* [WHAT YOU SHOULD DO]
Pick out all lines of the entries that include the word "Dryden" and copy them.

* [PROVIDED ENTRIES]
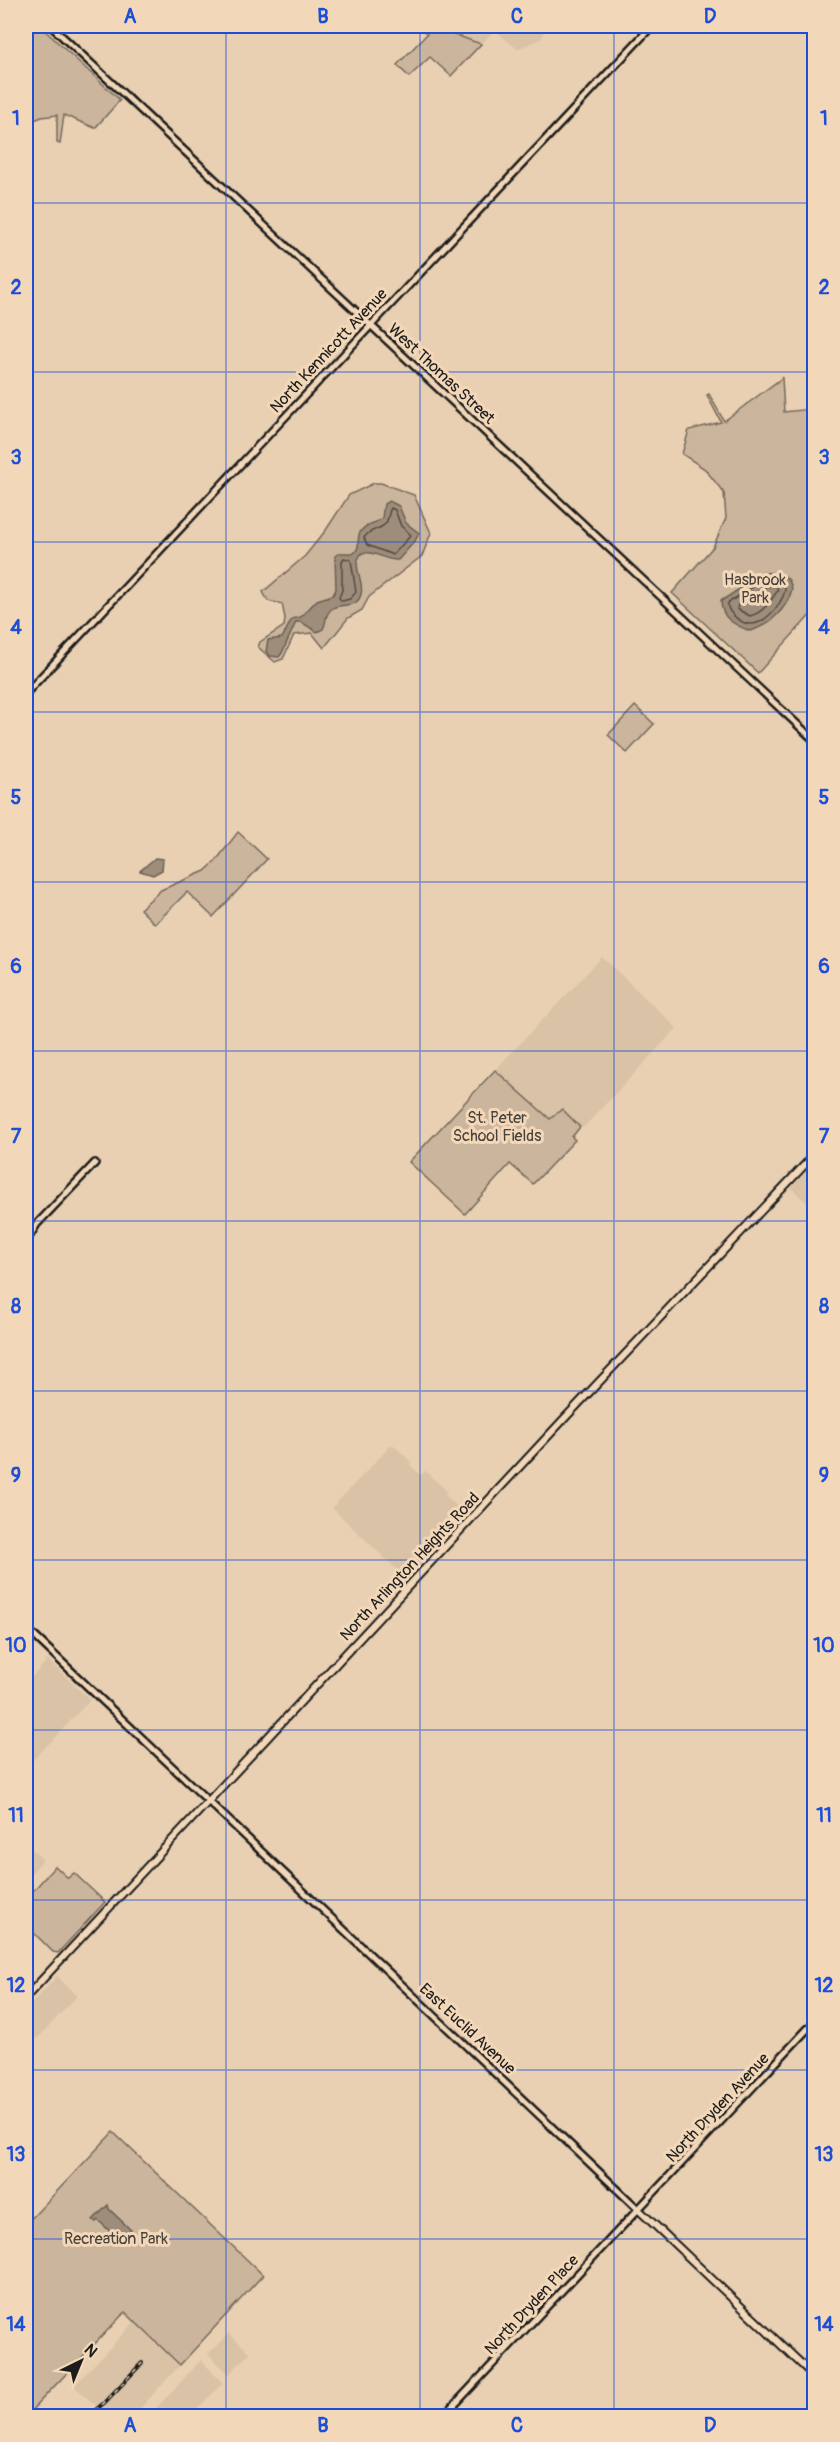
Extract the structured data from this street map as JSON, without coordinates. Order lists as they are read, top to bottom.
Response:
{
  "streets": {
    "main road": ["North Arlington Heights Road", "East Euclid Avenue"],
    "street": [
      "North Kennicott Avenue",
      "West Thomas Street",
      "North Dryden Avenue",
      "North Dryden Place"
    ]
  },
  "crossings": [
    ["North Kennicott Avenue", "West Thomas Street"],
    ["North Arlington Heights Road", "East Euclid Avenue"],
    ["East Euclid Avenue", "North Dryden Avenue"],
    ["East Euclid Avenue", "North Dryden Place"],
    ["North Dryden Avenue", "North Dryden Place"]
  ],
  "parks": ["Hasbrook Park", "St. Peter School Fields", "Recreation Park"],
  "north": "top right",
  "grid": {
    "columns": [
      "A",
      "B",
      "C",
      "D"
    ],
    "rows": [
      "1",
      "2",
      "3",
      "4",
      "5",
      "6",
      "7",
      "8",
      "9",
      "10",
      "11",
      "12",
      "13",
      "14"
    ]
  }
}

* [YOUR RESPONSE]
      "North Dryden Avenue",
      "North Dryden Place"
    ["East Euclid Avenue", "North Dryden Avenue"],
    ["East Euclid Avenue", "North Dryden Place"],
    ["North Dryden Avenue", "North Dryden Place"]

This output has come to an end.